What you have to do: Print nothing beyond the line with "const toPath = rows": every line from the beginning of the data up to it, that line included, and no pictures.

☆ ☆ ☆

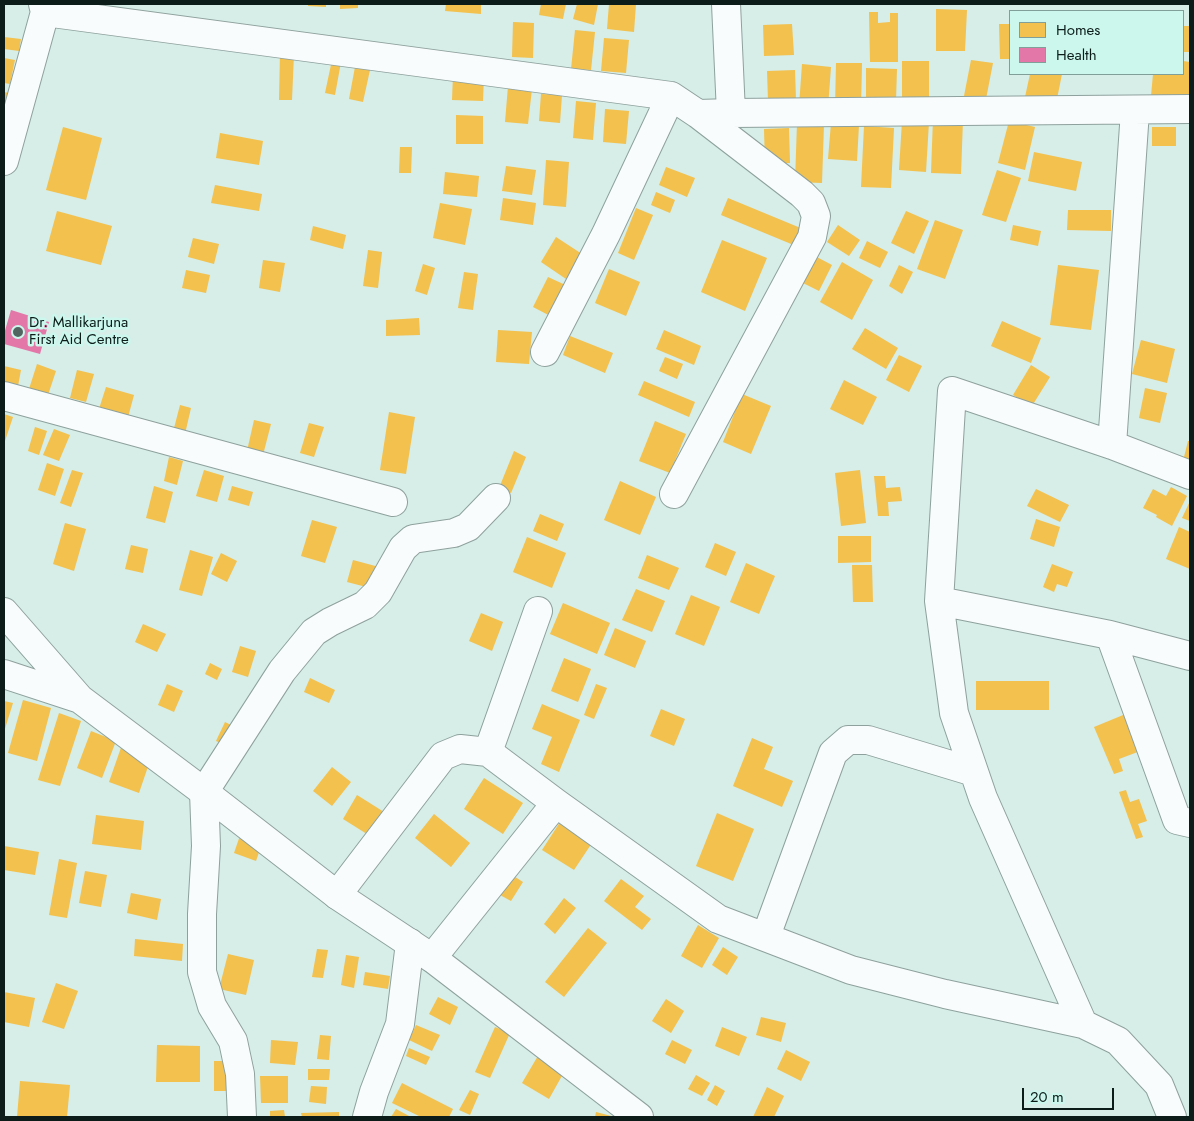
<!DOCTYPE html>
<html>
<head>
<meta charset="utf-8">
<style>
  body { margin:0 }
  #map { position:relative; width:1194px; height:1121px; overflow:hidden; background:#d6ede8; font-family:Jost,sans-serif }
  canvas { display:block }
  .frame { position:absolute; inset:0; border:5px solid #0c1c19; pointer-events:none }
  .legend { position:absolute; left:1009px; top:10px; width:175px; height:65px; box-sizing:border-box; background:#ccf7ed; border:1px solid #7f9f98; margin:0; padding:6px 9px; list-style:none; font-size:15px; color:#0c1c19 }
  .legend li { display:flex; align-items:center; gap:10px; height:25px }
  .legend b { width:25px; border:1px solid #7f9f98 }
  .scale { position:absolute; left:1022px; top:1088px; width:92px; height:22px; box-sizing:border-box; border:2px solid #0c1c19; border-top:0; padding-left:6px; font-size:15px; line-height:18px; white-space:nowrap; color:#0c1c19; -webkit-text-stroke:4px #ccf7ed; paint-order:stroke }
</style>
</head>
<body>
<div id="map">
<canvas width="1194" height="1121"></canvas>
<div class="frame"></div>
<ul class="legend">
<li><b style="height:14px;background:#f2c14e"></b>Homes</li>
<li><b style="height:14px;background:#e377a8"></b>Health</li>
</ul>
<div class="scale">20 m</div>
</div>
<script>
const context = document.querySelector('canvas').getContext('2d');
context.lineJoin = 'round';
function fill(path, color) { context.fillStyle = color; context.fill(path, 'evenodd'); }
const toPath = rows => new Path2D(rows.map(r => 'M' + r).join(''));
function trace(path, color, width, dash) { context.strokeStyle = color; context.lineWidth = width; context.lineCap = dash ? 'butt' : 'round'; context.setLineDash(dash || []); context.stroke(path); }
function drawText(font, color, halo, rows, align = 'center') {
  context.font = font + ' Jost,sans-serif'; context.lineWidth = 5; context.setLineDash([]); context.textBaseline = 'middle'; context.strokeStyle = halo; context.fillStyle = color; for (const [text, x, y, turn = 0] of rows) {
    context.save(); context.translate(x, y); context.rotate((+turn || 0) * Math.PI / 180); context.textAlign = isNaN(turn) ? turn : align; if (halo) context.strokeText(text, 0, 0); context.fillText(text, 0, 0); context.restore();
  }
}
const homes = toPath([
  [308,4,326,4,326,7,308,6],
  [340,4,358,4,358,8,340,9],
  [446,4,481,4,481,14,445,11],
  [541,4,566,4,563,19,539,15],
  [577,4,598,4,594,25,573,19],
  [609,4,636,4,634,32,607,29],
  [936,9,967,10,965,51,936,51],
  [869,12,878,12,878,23,890,22,890,13,898,13,898,62,870,62],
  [513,22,534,23,533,58,512,57],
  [792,24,794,55,764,56,763,25],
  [999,24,1010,24,1010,59,1000,59],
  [1183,26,1190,26,1190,52,1183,52],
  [575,30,595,32,591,70,571,69],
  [4,37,21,39,19,51,4,49],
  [604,38,629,40,626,73,601,71],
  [280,53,294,54,292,100,279,100],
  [4,58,15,60,10,84,4,83],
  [332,60,341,62,335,95,325,93],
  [971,60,993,63,986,99,964,96],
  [902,61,929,61,929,100,902,100],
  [1183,61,1190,62,1190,99,1151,96,1153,74,1183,74],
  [836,63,862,63,861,108,835,107],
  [802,64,831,67,828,108,799,106],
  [355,67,370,70,363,102,349,99],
  [866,68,897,69,896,101,866,101],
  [795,70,796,100,768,101,767,71],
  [1030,74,1062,74,1056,104,1025,97],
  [453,75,484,75,483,101,452,100],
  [508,86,532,89,528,124,505,122],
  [4,92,9,93,4,121],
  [541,94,562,95,560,123,539,121],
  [576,101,596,103,593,140,573,138],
  [605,109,629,111,626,144,603,142],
  [456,115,483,116,483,144,456,144],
  [933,118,963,120,961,174,931,173],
  [902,121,929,122,926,172,899,170],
  [1009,121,1035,127,1025,170,998,163],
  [797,123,824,124,822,183,795,182],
  [831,123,859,125,857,161,828,159],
  [864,126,894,128,891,188,861,187],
  [63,127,102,138,86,200,46,190],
  [1152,127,1176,127,1176,146,1152,146],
  [789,128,790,163,765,164,764,129],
  [220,133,263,141,259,165,216,158],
  [400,147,412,147,411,173,399,173],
  [1034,152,1082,162,1076,191,1028,181],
  [546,160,569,162,566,207,543,205],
  [506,166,536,170,532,195,502,191],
  [666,167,695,178,687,197,659,185],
  [997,170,1021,178,1006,222,982,215],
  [445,172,479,176,477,197,443,194],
  [215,185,262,194,259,211,211,203],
  [656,192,675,200,670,213,651,205],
  [503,198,536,203,533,225,500,220],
  [728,198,803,229,796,246,721,215],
  [440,203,472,209,465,245,433,238],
  [636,208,653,215,634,260,618,253],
  [1068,210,1111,210,1111,231,1067,230],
  [57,211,112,226,101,265,46,251],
  [906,211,929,221,914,254,891,243],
  [935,220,963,230,945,279,917,269],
  [838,225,860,240,849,256,827,242],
  [1013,225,1041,231,1038,246,1010,240],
  [313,226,346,235,343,249,310,240],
  [556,237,582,254,566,279,541,262],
  [193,238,219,244,214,264,188,257],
  [722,240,767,258,745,311,701,292],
  [867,241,888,252,880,268,859,258],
  [368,250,382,252,378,288,363,286],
  [811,254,832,265,819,291,797,280],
  [263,260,285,263,280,292,259,288],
  [842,262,873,280,852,320,820,302],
  [423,264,435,268,427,295,415,291],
  [899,265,913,272,902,294,889,286],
  [1058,265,1099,270,1091,330,1050,325],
  [609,269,640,282,626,316,595,303],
  [186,270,210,275,206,293,182,288],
  [464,272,478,274,473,310,458,308],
  [548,277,572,288,556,319,533,307],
  [419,318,420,335,386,336,386,320],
  [1002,321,1041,338,1031,363,991,346],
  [865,328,898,348,886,369,852,349],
  [498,330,532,332,529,364,496,362],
  [664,330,701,346,694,365,656,349],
  [570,336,613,353,605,373,563,355],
  [1141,340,1175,349,1167,383,1132,374],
  [899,355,922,366,909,392,886,380],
  [665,357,683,364,677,379,659,371],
  [37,364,56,371,48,395,29,389],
  [1031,365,1050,377,1032,406,1013,395],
  [4,366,21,370,18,386,4,383],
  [77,370,94,374,86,402,70,398],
  [844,380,877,397,863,425,830,409],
  [644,381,695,402,689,417,638,395],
  [106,387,134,395,127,421,98,412],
  [1145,388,1167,393,1160,423,1139,418],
  [742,394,771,406,751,454,723,442],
  [180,405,191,408,185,434,173,432],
  [389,412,415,417,406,474,380,470],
  [4,414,13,417,4,444],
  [254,420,271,424,263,455,247,451],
  [655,421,686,434,670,473,639,461],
  [309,423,324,427,314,457,300,453],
  [35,427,47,431,39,455,28,451],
  [54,429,70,435,59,461,43,455],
  [1188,441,1190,441,1190,467,1182,465],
  [514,451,526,457,511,493,499,488],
  [169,457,183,461,177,485,164,481],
  [47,463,64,469,55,496,38,490],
  [72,470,83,473,71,507,60,503],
  [204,470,224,476,217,502,196,496],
  [860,470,866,523,841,526,835,473],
  [874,476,885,476,886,488,900,487,902,501,888,502,889,516,878,516],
  [620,481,656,497,640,535,604,520],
  [154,486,173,492,165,523,146,518],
  [232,486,253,492,249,506,228,500],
  [1171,487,1187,496,1172,526,1156,517,1157,515,1143,508,1153,489,1166,496],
  [1036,489,1069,505,1060,522,1027,506],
  [1190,501,1190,521,1182,518],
  [540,514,564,524,557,541,533,531],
  [1036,519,1060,527,1054,547,1030,539],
  [312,520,337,527,325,563,301,556],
  [65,523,86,529,74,571,53,564],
  [1179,527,1190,532,1190,569,1166,559],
  [838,536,871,536,871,562,838,563],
  [527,537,566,553,552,588,513,572],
  [715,543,736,552,726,576,705,567],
  [131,545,148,549,143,573,125,569],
  [190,550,213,557,202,596,179,590],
  [221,553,237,561,227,582,211,574],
  [647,555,679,568,669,590,638,578],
  [353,560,379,567,374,589,347,582],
  [746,563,775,576,759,614,730,602],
  [1052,564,1073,572,1067,587,1057,584,1054,592,1043,587],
  [852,565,872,565,873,602,853,602],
  [636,589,665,601,652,632,622,620],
  [691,595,720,607,704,646,675,634],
  [563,603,610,623,597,654,550,634],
  [481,613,503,622,492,651,469,641],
  [143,624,166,634,157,652,135,642],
  [615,628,646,641,635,668,604,655],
  [240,646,256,651,248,677,232,672],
  [564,658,591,669,578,702,551,691],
  [210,663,222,669,217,680,205,674],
  [310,678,335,690,329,703,304,692],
  [976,681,1049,681,1049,710,976,710],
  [167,684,183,691,174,712,158,705],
  [596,684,607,688,594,719,584,715],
  [23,700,51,708,37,761,8,753],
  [4,701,13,703,4,732],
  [542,704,580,720,559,772,541,764,552,737,532,729],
  [661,709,685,719,674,746,650,736],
  [59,713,81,721,60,786,38,780],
  [1128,713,1143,750,1119,759,1123,771,1114,774,1094,727],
  [225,722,245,732,235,750,216,741],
  [91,731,116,741,102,778,77,768],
  [752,738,773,747,764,769,793,781,782,807,733,786],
  [124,739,154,749,139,793,109,782],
  [332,767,351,782,332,806,313,791],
  [484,778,523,803,503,834,464,809],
  [1126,790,1130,802,1139,799,1147,821,1138,824,1143,837,1136,839,1119,792],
  [357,795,392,817,378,841,343,819],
  [717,813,754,829,733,881,696,866],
  [434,814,470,843,451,867,415,838],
  [96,815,144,821,141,850,92,844],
  [564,816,596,837,574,870,542,850],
  [245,821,267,829,256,861,234,853],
  [4,846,39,852,35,875,4,870],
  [59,859,77,863,67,918,49,915],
  [85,871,107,875,101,907,79,903],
  [512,875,523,882,511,901,500,895],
  [621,879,644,896,635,907,651,919,642,930,604,901],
  [131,893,161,899,157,920,127,913],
  [564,898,576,908,555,934,544,924],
  [698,925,719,938,702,968,681,956],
  [588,928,607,943,564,997,545,982],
  [135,939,183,944,182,961,134,956],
  [723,947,738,957,727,975,712,965],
  [317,949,328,950,323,978,312,977],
  [228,954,254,960,246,995,219,989],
  [346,955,359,957,354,988,341,985],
  [365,972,390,976,388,989,363,985],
  [56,983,78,991,64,1029,42,1022],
  [4,992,35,998,29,1027,4,1022],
  [438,997,458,1007,450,1025,429,1014],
  [666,999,684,1011,671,1033,652,1021],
  [761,1017,786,1023,781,1042,756,1035],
  [416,1025,440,1035,432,1051,409,1040],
  [495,1027,510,1033,490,1078,475,1072],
  [722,1027,747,1037,739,1056,715,1046],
  [320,1035,331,1036,329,1060,317,1059],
  [271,1040,298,1042,295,1065,270,1063],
  [672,1040,692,1050,685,1064,665,1054],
  [157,1045,200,1046,200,1082,156,1082],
  [409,1048,430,1057,426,1065,406,1056],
  [542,1049,568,1065,549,1099,522,1083],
  [786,1050,810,1062,801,1081,777,1069],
  [214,1061,226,1061,227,1091,214,1091],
  [308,1069,330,1069,329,1080,308,1080],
  [696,1075,710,1083,702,1096,688,1089],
  [260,1076,288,1076,288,1103,261,1103],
  [20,1081,70,1085,67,1117,17,1117],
  [402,1083,453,1109,449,1117,421,1117,392,1103],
  [715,1085,725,1091,717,1106,707,1100],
  [311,1086,327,1087,326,1104,309,1102],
  [767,1087,784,1096,774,1117,753,1117],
  [470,1090,479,1094,470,1115,459,1110],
  [396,1109,411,1117,391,1117],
  [284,1110,285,1117,270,1117,270,1111],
  [339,1112,339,1117,302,1117,301,1113],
  [596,1112,615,1117,595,1117]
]);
const health = toPath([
  [11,310,49,322,40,354,4,344,4,334]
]);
const street = toPath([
  [45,12,671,96,698,114,731,113,726,4],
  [731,113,1190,109],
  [4,161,45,12,43,4],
  [545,352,606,234,671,96],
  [4,396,393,502],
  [1112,445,1135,111],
  [674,494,812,237,816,216,811,203,802,194,698,114],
  [939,601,1110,635,1177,820,1190,823],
  [1110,635,1190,656],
  [488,752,538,611],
  [337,895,443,756,460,749,488,752,556,803,718,919,851,970,945,994,1083,1024],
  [766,936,833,753,848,740,868,740,974,772],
  [432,958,556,803],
  [242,1117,240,1074,233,1041,212,1006,202,972,202,914,206,846,204,792,282,671,314,632,330,622,365,605,378,592,403,548,413,539,454,533,468,527,496,498],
  [367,1117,374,1092,400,1024,410,943],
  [1172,1117,1159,1085,1118,1041,1083,1024,983,798,954,713,939,601,952,391,1112,445,1190,475]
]);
const secondary = toPath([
  [4,612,80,699,204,792,337,895,432,958,639,1117],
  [4,674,80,699]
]);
const markers = [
  [18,332,6,"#536561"]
];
const poiNames = [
  ["Dr. Mallikarjuna",29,323],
  ["First Aid Centre",29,340]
];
fill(homes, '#f2c14e');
fill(health, '#e377a8');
trace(street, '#8ea19d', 30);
trace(secondary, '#8ea19d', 30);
trace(street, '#f9fcfc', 28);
trace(secondary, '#f9fcfc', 28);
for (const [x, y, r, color] of markers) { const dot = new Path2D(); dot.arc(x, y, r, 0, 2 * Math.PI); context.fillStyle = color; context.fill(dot); trace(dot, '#ccf7ed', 2); }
drawText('15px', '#0c1c19', '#ccf7ed', poiNames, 'left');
</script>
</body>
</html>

☆ ☆ ☆

Reply to the task:
<!DOCTYPE html>
<html>
<head>
<meta charset="utf-8">
<style>
  body { margin:0 }
  #map { position:relative; width:1194px; height:1121px; overflow:hidden; background:#d6ede8; font-family:Jost,sans-serif }
  canvas { display:block }
  .frame { position:absolute; inset:0; border:5px solid #0c1c19; pointer-events:none }
  .legend { position:absolute; left:1009px; top:10px; width:175px; height:65px; box-sizing:border-box; background:#ccf7ed; border:1px solid #7f9f98; margin:0; padding:6px 9px; list-style:none; font-size:15px; color:#0c1c19 }
  .legend li { display:flex; align-items:center; gap:10px; height:25px }
  .legend b { width:25px; border:1px solid #7f9f98 }
  .scale { position:absolute; left:1022px; top:1088px; width:92px; height:22px; box-sizing:border-box; border:2px solid #0c1c19; border-top:0; padding-left:6px; font-size:15px; line-height:18px; white-space:nowrap; color:#0c1c19; -webkit-text-stroke:4px #ccf7ed; paint-order:stroke }
</style>
</head>
<body>
<div id="map">
<canvas width="1194" height="1121"></canvas>
<div class="frame"></div>
<ul class="legend">
<li><b style="height:14px;background:#f2c14e"></b>Homes</li>
<li><b style="height:14px;background:#e377a8"></b>Health</li>
</ul>
<div class="scale">20 m</div>
</div>
<script>
const context = document.querySelector('canvas').getContext('2d');
context.lineJoin = 'round';
function fill(path, color) { context.fillStyle = color; context.fill(path, 'evenodd'); }
const toPath = rows => new Path2D(rows.map(r => 'M' + r).join(''));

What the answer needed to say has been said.